- _TASK GOAL_
Copy each line of the records that contains the word "paint".

═══ GIVEN DATA

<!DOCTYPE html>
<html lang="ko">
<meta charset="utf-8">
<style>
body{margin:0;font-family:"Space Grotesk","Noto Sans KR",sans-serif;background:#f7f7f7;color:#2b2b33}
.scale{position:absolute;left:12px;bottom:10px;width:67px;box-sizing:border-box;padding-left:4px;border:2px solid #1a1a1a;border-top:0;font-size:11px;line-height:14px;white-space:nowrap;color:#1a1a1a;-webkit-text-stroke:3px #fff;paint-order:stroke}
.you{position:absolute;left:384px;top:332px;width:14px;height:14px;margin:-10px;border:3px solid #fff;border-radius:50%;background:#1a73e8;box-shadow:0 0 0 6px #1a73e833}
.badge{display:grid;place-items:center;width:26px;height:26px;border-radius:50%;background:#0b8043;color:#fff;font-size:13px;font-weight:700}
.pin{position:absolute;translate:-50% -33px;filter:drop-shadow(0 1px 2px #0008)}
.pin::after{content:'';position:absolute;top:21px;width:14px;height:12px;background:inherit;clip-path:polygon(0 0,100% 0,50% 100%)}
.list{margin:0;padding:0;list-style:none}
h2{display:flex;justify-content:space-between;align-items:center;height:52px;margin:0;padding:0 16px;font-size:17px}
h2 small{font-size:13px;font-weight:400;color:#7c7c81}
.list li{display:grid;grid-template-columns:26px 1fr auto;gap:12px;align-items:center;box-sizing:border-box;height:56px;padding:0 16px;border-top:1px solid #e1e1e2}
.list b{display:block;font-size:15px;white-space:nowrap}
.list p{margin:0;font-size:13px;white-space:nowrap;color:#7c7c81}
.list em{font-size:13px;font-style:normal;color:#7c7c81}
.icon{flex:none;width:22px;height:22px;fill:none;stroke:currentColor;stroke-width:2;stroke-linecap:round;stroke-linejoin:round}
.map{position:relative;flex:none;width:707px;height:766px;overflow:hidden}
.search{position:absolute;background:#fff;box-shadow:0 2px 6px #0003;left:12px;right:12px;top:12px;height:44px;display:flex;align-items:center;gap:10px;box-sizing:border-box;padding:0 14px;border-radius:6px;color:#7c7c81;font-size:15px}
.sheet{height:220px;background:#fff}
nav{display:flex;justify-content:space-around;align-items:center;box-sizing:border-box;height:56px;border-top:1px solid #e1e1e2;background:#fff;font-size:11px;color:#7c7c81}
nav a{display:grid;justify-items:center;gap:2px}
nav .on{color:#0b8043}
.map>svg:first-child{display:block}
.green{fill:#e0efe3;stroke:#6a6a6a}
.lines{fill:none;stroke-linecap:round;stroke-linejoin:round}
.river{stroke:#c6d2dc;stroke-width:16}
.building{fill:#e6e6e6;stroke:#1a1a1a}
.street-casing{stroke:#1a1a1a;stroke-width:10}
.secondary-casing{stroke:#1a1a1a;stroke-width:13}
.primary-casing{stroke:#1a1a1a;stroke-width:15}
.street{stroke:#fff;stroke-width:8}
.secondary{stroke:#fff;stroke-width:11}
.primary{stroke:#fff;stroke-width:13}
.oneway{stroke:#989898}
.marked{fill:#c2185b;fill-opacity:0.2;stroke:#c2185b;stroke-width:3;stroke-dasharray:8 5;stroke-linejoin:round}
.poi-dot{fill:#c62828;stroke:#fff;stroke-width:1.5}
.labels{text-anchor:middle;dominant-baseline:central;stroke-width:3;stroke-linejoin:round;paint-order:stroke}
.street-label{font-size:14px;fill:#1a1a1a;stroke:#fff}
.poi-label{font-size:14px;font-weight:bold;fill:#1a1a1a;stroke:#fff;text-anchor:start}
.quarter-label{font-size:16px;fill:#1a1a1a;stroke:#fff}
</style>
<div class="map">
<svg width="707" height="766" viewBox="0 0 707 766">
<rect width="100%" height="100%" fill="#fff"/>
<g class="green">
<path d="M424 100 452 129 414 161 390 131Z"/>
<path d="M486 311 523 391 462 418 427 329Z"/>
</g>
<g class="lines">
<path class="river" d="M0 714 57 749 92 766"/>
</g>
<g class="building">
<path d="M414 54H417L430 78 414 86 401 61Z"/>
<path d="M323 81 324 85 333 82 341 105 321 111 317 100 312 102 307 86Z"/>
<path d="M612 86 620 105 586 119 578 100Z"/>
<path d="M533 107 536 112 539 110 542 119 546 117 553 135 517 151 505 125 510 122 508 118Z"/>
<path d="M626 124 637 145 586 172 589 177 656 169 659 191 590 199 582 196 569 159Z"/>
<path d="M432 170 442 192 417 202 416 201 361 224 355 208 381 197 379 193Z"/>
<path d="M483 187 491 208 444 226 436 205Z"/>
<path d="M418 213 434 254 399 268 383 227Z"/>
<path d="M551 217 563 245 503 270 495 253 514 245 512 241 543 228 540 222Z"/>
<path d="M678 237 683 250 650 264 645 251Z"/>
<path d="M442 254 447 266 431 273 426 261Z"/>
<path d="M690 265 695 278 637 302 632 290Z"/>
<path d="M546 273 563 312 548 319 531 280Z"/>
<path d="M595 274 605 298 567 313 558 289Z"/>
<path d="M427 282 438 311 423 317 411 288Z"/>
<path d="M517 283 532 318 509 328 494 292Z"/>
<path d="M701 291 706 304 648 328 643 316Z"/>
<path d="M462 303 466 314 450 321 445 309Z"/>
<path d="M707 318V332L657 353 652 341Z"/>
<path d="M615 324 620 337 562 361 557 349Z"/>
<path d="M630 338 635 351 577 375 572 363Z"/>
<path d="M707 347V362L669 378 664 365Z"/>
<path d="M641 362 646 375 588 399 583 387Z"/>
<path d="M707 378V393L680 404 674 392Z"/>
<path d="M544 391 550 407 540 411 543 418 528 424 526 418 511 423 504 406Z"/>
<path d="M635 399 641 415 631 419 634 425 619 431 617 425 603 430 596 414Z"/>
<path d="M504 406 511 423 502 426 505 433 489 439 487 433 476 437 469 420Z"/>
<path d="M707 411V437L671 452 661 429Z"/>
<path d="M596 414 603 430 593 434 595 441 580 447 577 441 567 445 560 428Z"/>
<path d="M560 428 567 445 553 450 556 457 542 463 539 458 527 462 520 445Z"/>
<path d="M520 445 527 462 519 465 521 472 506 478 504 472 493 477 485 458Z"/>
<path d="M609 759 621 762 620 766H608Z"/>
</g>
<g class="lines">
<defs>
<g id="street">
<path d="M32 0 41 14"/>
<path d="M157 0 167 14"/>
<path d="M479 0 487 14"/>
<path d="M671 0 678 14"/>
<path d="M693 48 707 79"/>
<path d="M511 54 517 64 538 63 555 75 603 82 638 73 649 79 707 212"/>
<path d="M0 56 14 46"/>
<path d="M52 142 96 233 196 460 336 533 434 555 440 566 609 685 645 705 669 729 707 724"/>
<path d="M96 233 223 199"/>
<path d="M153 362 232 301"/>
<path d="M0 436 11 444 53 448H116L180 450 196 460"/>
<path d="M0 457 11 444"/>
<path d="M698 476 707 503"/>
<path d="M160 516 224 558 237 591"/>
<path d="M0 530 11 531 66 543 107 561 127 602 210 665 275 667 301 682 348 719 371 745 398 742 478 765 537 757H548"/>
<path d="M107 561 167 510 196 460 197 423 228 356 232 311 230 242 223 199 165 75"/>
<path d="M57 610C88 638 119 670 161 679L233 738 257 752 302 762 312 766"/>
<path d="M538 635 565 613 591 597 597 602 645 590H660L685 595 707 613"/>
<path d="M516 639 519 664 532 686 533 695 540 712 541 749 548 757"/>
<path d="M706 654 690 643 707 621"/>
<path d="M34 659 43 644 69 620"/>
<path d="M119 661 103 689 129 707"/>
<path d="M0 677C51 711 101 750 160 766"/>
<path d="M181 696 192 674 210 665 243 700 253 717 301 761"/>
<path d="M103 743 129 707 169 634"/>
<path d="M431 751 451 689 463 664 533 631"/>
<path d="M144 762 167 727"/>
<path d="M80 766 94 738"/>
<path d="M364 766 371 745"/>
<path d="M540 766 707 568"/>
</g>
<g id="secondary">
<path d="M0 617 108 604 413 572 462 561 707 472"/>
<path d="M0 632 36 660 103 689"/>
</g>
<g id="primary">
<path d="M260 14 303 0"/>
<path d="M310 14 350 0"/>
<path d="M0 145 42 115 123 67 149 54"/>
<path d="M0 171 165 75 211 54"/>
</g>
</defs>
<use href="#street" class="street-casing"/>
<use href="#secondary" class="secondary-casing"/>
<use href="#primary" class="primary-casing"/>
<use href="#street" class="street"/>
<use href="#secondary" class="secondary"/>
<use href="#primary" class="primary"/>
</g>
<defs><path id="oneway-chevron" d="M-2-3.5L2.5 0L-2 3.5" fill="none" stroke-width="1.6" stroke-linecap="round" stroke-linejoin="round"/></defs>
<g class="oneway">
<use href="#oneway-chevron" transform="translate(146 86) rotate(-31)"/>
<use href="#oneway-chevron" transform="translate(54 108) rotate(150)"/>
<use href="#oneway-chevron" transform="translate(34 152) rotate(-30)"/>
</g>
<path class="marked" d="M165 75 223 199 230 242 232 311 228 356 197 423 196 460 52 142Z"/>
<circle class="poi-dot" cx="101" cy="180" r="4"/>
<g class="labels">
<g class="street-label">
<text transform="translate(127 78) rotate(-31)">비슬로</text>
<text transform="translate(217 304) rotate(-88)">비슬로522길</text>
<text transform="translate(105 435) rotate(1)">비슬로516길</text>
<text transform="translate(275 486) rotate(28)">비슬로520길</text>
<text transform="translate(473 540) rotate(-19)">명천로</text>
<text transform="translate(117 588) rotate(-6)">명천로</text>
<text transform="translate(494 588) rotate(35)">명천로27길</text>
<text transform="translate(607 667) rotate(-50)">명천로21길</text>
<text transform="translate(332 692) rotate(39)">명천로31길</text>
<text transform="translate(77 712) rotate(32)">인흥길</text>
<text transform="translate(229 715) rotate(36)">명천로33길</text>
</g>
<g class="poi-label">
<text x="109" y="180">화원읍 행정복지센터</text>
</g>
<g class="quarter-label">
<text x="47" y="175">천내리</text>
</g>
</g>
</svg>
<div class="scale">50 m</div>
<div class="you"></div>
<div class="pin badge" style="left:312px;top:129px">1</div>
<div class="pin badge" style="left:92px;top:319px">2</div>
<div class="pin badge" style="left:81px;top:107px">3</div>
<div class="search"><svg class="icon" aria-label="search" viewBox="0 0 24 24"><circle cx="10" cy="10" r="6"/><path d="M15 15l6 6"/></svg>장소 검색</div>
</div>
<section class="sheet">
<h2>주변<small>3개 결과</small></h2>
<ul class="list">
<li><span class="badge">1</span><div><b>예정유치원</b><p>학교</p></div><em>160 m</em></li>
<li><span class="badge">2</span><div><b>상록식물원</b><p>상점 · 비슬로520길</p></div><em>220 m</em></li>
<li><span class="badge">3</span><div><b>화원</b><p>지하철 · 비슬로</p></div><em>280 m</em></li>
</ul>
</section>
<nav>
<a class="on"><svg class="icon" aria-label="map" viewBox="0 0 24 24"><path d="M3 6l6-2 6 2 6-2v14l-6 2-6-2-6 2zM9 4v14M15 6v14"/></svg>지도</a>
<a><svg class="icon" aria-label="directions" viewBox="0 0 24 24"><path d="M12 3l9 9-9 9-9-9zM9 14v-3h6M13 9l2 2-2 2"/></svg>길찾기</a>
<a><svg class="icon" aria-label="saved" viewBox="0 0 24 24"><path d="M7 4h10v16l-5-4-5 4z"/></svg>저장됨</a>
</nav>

══════

- _SOLUTION FOR THIS EXERCISE_
.scale{position:absolute;left:12px;bottom:10px;width:67px;box-sizing:border-box;padding-left:4px;border:2px solid #1a1a1a;border-top:0;font-size:11px;line-height:14px;white-space:nowrap;color:#1a1a1a;-webkit-text-stroke:3px #fff;paint-order:stroke}
.labels{text-anchor:middle;dominant-baseline:central;stroke-width:3;stroke-linejoin:round;paint-order:stroke}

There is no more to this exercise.